Sekejap pria itu kehilangan kesadarannya karena tertidur, hingga dia dipaksa kembalikan terjaga setelah mendengar erangan kecil. Dengan mata setengah terpejam, Anggara melihat sekeliling.
Rengganis sedang berusaha bangun.
"Ada apa?" tanya Anggara yang secepat kilat langsung menghampiri Rengganis.
Rengganis menatap antara heran, takut dan ... Kagum. Kagum pada ketampanan Anggara.
"Kamu siapa?" tanyanya terbata.
"Anggara. Aku anaknya Bu Sari."
Rengganis mengangguk pelan.
"Ada apa? Kamu butuh sesuatu?"
"Haus."
Anggara dengan sigap langsung mengambilkan air yang ada di meja kecil. Dia membantu Rengganis minum dengan perlahan.
"Terimakasih."
Anggara mengangguk pelan.
"Saya mau kembali tidur, Mas. Mas juga tidur aja."
"Kalau ada apa-apa, bangunkan saya saja. Jangan sungkan."
Rengganis tersenyum kecil. Dia merasa perih di bagian bibirnya hingga tidak bisa tersenyum lebar.
Wangi banget. Hati Rengganis berbisik.
Setelah wanita itu kembali berbaring, Anggara pun kembali duduk di tempat semula. Kali ini dia berusaha membaringkan tubuhnya. Meski ada ranjang untuk tidur di sebelah ranjang Rengganis, Anggara memilih tidur di atas sofa. Dia hanya tidak ingin terlihat sebagai pasangan pasien.
Pukul 06.30, Rengganis sudah terbangun. Dia yang dalam keadaan babak belur dan sempat pingsan ternyata sekuat itu hingga bisa turun dari ranjang sendiri menuju kamar mandi.
Dia membersihkan tubuh sebisanya. Rengganis merasa malu pada keadaan dirinya mengingat betapa wanginya tubuh pria yang semalam membantunya minum.
Di luar rumah sakit, matahari mulai menunjukkan betapa hebatnya dia dengan panas yang dia miliki. Sementara Anggara masih saja tertidur.
Bu Sari tidak pernah memberitahu kalau dia punya anak seganteng mas ini.
Rengganis tidak memberi jeda pada matanya untuk berpaling dari wajah Anggara.
"Nanti juga kamu akan melihatku setiap hari."
Rengganis langsung berpaling saat tiba-tiba Anggara membuka matanya. Pria itu pun bangun, lalu berjalan menuju kamar mandi.
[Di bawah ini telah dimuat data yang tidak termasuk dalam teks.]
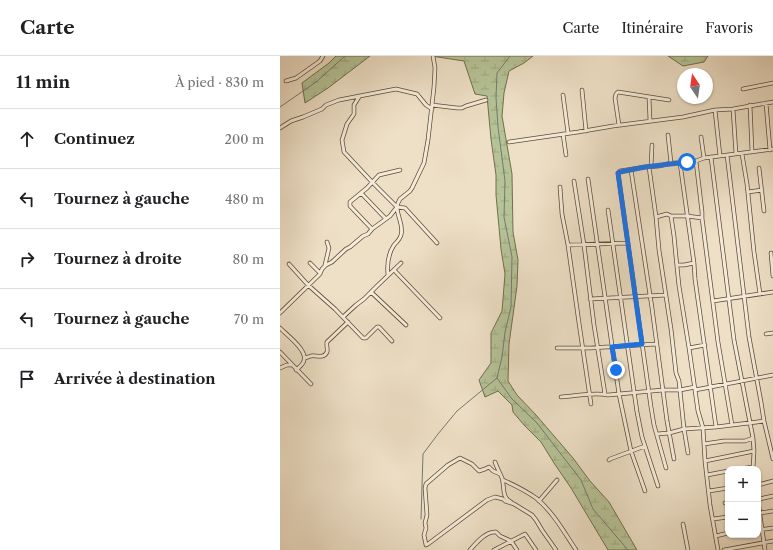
<!DOCTYPE html>
<html lang="fr">
<head>
<meta charset="utf-8">
<style>
  body { margin:0; font-family:"Libre Caslon Text",serif; background:#f6f6f6; color:#202124 }
  .controls { position:absolute; right:12px; bottom:12px; display:grid; overflow:hidden; border-radius:8px; box-shadow:0 1px 3px #0004 }
  .controls button { width:36px; height:36px; display:grid; place-items:center; padding:0; border:0; border-bottom:1px solid #e0e0e0; background:#fff; color:#202124; font:20px sans-serif }
  .compass { position:absolute; left:397px; top:12px; width:36px; height:36px; border-radius:50%; background:#fff; box-shadow:0 1px 3px #0004; rotate:347deg }
  .stop { position:absolute; width:12px; height:12px; margin:-9px; border:3px solid #1a73e8; border-radius:50%; background:#fff }
  .stop.end { background:#1a73e8; border-color:#fff; box-shadow:0 1px 4px #0008 }
  .list { margin:0; padding:0; list-style:none }
  h2 { display:flex; justify-content:space-between; align-items:center; height:52px; margin:0; padding:0 16px; font-size:17px }
  h2 small { font-size:13px; font-weight:400; color:#757577 }
  .list li { display:grid; grid-template-columns:26px 1fr auto; gap:12px; align-items:center; box-sizing:border-box; height:60px; padding:0 16px; border-top:1px solid #e0e0e0 }
  .list b { display:block; font-size:15px; white-space:nowrap }
  .list em { font-size:13px; font-style:normal; color:#757577 }
  .icon { flex:none; width:22px; height:22px; fill:none; stroke:currentColor; stroke-width:2; stroke-linecap:round; stroke-linejoin:round }
  .map { position:relative; flex:none; width:493px; height:494px; overflow:hidden }
  header { display:flex; align-items:center; gap:24px; box-sizing:border-box; height:56px; padding:0 20px; background:#fff; border-bottom:1px solid #e0e0e0 }
  header strong { font-size:19px }
  nav { display:flex; gap:22px; margin-inline-start:auto; font-size:14px }
  main { display:flex }
  aside { flex:1; background:#fff }
  .map>svg:first-child { display:block }
</style>
</head>
<body>
<header>
<strong>Carte</strong>
<nav><a>Carte</a><a>Itinéraire</a><a>Favoris</a></nav>
</header>
<main>
<aside>
<h2>11 min<small>À pied · 830 m</small></h2>
<ul class="list">
<li><svg class="icon" aria-label="ahead" viewBox="0 0 24 24"><path d="M12 20V5M6 11l6-6 6 6"/></svg><div><b>Continuez</b></div><em>200 m</em></li>
<li><svg class="icon" aria-label="left" viewBox="0 0 24 24"><path d="M17 20v-9H6M10 6l-5 5 5 5"/></svg><div><b>Tournez à gauche</b></div><em>480 m</em></li>
<li><svg class="icon" aria-label="right" viewBox="0 0 24 24"><path d="M7 20v-9h11M14 6l5 5-5 5"/></svg><div><b>Tournez à droite</b></div><em>80 m</em></li>
<li><svg class="icon" aria-label="left" viewBox="0 0 24 24"><path d="M17 20v-9H6M10 6l-5 5 5 5"/></svg><div><b>Tournez à gauche</b></div><em>70 m</em></li>
<li><svg class="icon" aria-label="arrive" viewBox="0 0 24 24"><path d="M6 21V4h12l-3 4 3 4H6"/></svg><div><b>Arrivée à destination</b></div></li>
</ul>
</aside>
<div class="map">
<svg width="493" height="494" viewBox="0 0 493 494">
  <defs>
    <pattern id="wetland-marsh" width="20" height="14" patternUnits="userSpaceOnUse"><rect width="20" height="14" fill="#b6c397"/><path d="M1 5h8M5 5V1M11 12h8M15 12V8" fill="none" stroke="#9da780"/></pattern>
  </defs>
  <rect width="100%" height="100%" fill="#eee0c7"/>
  <filter id="stains"><feTurbulence type="fractalNoise" baseFrequency=".005" numOctaves="4"/><feColorMatrix values="0 0 0 0 .2 0 0 0 0 .09 0 0 0 0 .02 0 0 0 .5 -.17"/></filter>
  <radialGradient id="worn" r=".72"><stop offset=".6" stop-color="#630" stop-opacity="0"/><stop offset="1" stop-color="#630" stop-opacity=".3"/></radialGradient>
  <!-- wetland -->
  <path fill="url(#wetland-marsh)" stroke="#726f4e" d="M56,0H90L48,32L25,47L22,27L49,7Z
    M151,0H253L244,7L229,15L224,37L222,60L232,118L233,176L238,204L237,230L229,288L228,325L237,339L256,359L293,402L310,425L329,446L357,494H328L291,432L274,407L261,386L244,369L233,356L232,349L218,335L205,341L199,324L211,307V277L222,255L225,218L221,193L216,139V119L211,83L207,40L195,38L184,5Z
    M388,0H428L424,6L403,10Z"/>
  <g fill="none" stroke-linecap="round" stroke-linejoin="round">
    <!-- stream -->
    <path stroke="#737a75" stroke-width="1" d="M230,0L217,17L216,42L218,71L225,125L224,161L232,201L231,251L225,276L222,301L217,322L232,343L257,367L277,393L301,424L313,453L348,494
      M0,51L36,26L65,0
      M141,463L143,398L158,378L177,355L217,322"/>
    <!-- minor casing -->
    <g stroke="#5e4c35" stroke-width="4.5">
      <path id="minor" d="M6,25L16,22L40,5L43,0
        M463,33L493,27
        M302,34L306,75
        M283,39L288,77
        M79,41L74,49V58L67,68L63,81L62,84L64,96L93,127L117,151C117,160 124,170 121,179C120,183 117,186 114,189C108,198 107,209 108,219
        M369,41L370,65
        M486,47L490,94
        M152,49L177,52H182L186,50L206,44
        M470,49L472,96
        M453,53L456,98
        M435,54L440,100
        M339,69L335,42L336,38L338,36L389,44
        M0,72L11,65L23,61L42,53L46,49L59,44L116,33L137,38L146,49L152,53
        M283,78L286,99
        M388,79L391,107
        M421,81L424,102
        M229,86L298,76L333,70L403,61L435,54L453,53L493,46
        M462,98L467,128L474,196L480,238
        M447,99L469,281L481,346L484,365L493,403
        M431,101L454,284L473,382L474,395L473,413
        M416,105L422,156V162L438,286L452,369
        M400,107L414,207L415,223L436,371
        M369,111L376,161L379,194L391,273L396,317L399,325L404,373L408,397
        M371,111L372,89
        M479,112L484,155
        M351,114L372,252L387,365L394,403
        M308,123L339,338L351,395L365,435
        M294,125L304,189L314,269L325,338
        M280,131L282,158L288,189L299,267L311,348
        M468,136L482,134
        M81,137L106,163
        M117,151L125,152L157,187
        M328,154L357,356L362,381L378,430
        M391,160L394,180L396,201L399,230L409,292L418,355L423,372L425,405L430,449L438,494
        M376,161L387,158L391,160H407L422,162
        M92,173L70,150V146L87,132L99,119L120,114
        M288,189L348,187
        M491,197L493,220
        M30,207L40,217
        M9,208L28,229L55,253L83,282H86L97,271H99L112,285
        M45,209L49,192L47,186
        M397,209H404L414,207
        M114,214L160,262
        M91,236L126,269
        M310,243L386,239
        M433,245L493,236
        M0,257L40,218L42,213L46,209L52,206L66,193L70,191L83,180L88,178L92,173L110,160L117,151L118,147L120,143L130,135L132,132L144,107L148,84L154,31L155,12L153,0
        M63,261L76,249L84,243L97,230L121,207
        M0,272C7,279 27,294 24,304C24,308 19,311 16,314
        M486,278L493,277
        M277,292H310L376,288
        M409,292L425,289
        M0,296L31,328
        M25,302C27,301 29,301 31,300C36,299 44,303 47,296C48,293 46,289 47,286L68,266
        M0,312L7,309H12
        M415,334L493,319
        M281,341C295,340 314,336 328,339L383,334H400L415,331
        M377,378L389,377L404,373L436,371L477,366L484,365
        M424,388L444,385H465L473,382
        M329,404L330,403L365,390
        M425,405L474,395
        M215,406C217,412 220,417 222,422C225,431 221,441 231,446
        M386,412L374,369L371,351L338,117L340,115L365,111L379,110L391,107H400L416,105L424,102L493,93
        M460,413L473,411
        M220,418L213,415L209,411L205,413L199,415L192,408L180,402L168,409L146,428L145,432L147,459L145,467L146,472L144,479L146,489L148,488L207,444L215,441L223,443L225,445L234,448L252,459L256,464L262,474L276,494
        M427,419L448,415
        M223,424C234,429 246,435 256,442C273,456 284,476 296,494
        M478,429L493,425
        M429,435L448,432
        M478,442L479,443L493,440
        M259,445L277,424
        M478,445L485,494
        M445,447L448,446
        M480,457L493,455
        M433,463L448,461
        M403,468L408,494
        M478,474L493,472
        M436,480L448,477
        M190,494C196,487 206,475 216,476L220,480L231,485L237,494
        M214,494L245,478L256,494
        M444,494L493,485"/>
    </g>
    <!-- minor -->
    <use href="#minor" stroke="#f4ebdb" stroke-width="3"/>
  </g>
  <g fill="none" stroke-linecap="round" stroke-linejoin="round">
    <!-- route -->
    <path stroke="#1a73e8" stroke-width="5" d="M336,314L332,291L362,288L338,117L340,116L365,111L407,106"/>
  </g>
  <rect width="100%" height="100%" filter="url(#stains)"/>
  <rect width="100%" height="100%" fill="url(#worn)"/>
</svg>
<div class="controls">
<button>+</button>
<button>−</button>
</div>
<svg class="compass" viewBox="-18 -18 36 36"><path d="M0-13l5 13h-10z" fill="#e53935"/><path d="M0 13l5-13h-10z" fill="#757577"/></svg>
<div class="stop" style="left:407px;top:106px"></div>
<div class="stop end" style="left:336px;top:314px"></div>
</div>
</main>
</body>
</html>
Rambutnya yang sedikit basah membuat ketampanannya meningkat lebih tinggi. Rengganis salah tingkah sendiri melihatnya. Sementara Anggara hanya melihat sekilas pada Rengganis, lalu mengambil dompet serta ponselnya yang ada di atas nakas.
"Aku akan keluar sebentar. Tekan saja tombol itu jika butuh sesuatu, perawat akan datang membantu."
Rengganis mengangguk pelan tanpa berani menatap Anggara.
Klekkk! Suara pintu tertutup. Rengganis mencondongkan tubuhnya untuk melihat pintu, memastikan jika Anggara sudah pergi.
Rengganis menghela nafas lega.
"Kenapa Bu Sari malah minta anaknya yang jagain aku ya? Memangnya gak ada tetangga atau siapapun yang bisa jagain? Mereka pasti mau kalau dibayar sama Bu Sari. Tapi memangnya Bu Sari mau bayarinnya? Ha ha ha. Dasar aku." Rengganis menepuk kepalanya. Dia lupa jika kepalanya terluka.
"Awwww. Aduuuu, sakit banget." Dia meringis.
Tidak ada kegiatan lain selain menonton televisi. Setelah sarapan dan makan buah, Rengganis kembali menonton televisi. Jam dinding menunjukkan pukul 12.45, Rengganis kembali melihat ke arah pintu.
"Siapa coba yang akan masuk? Aku kan gak punya sodara yang akan menjenguk ke sini."
Baru saja membaringkan badan hendak tidur, pintu terbuka. Rengganis kembali bangun dengan wajah yang terlihat senang. Namun, begitu melihat orang yang datang bukan Anggara, raut wajah dia langsung berubah.
"Kenap? Lagi nunggu seseorang?"
Rengganis menggelengkan kepala.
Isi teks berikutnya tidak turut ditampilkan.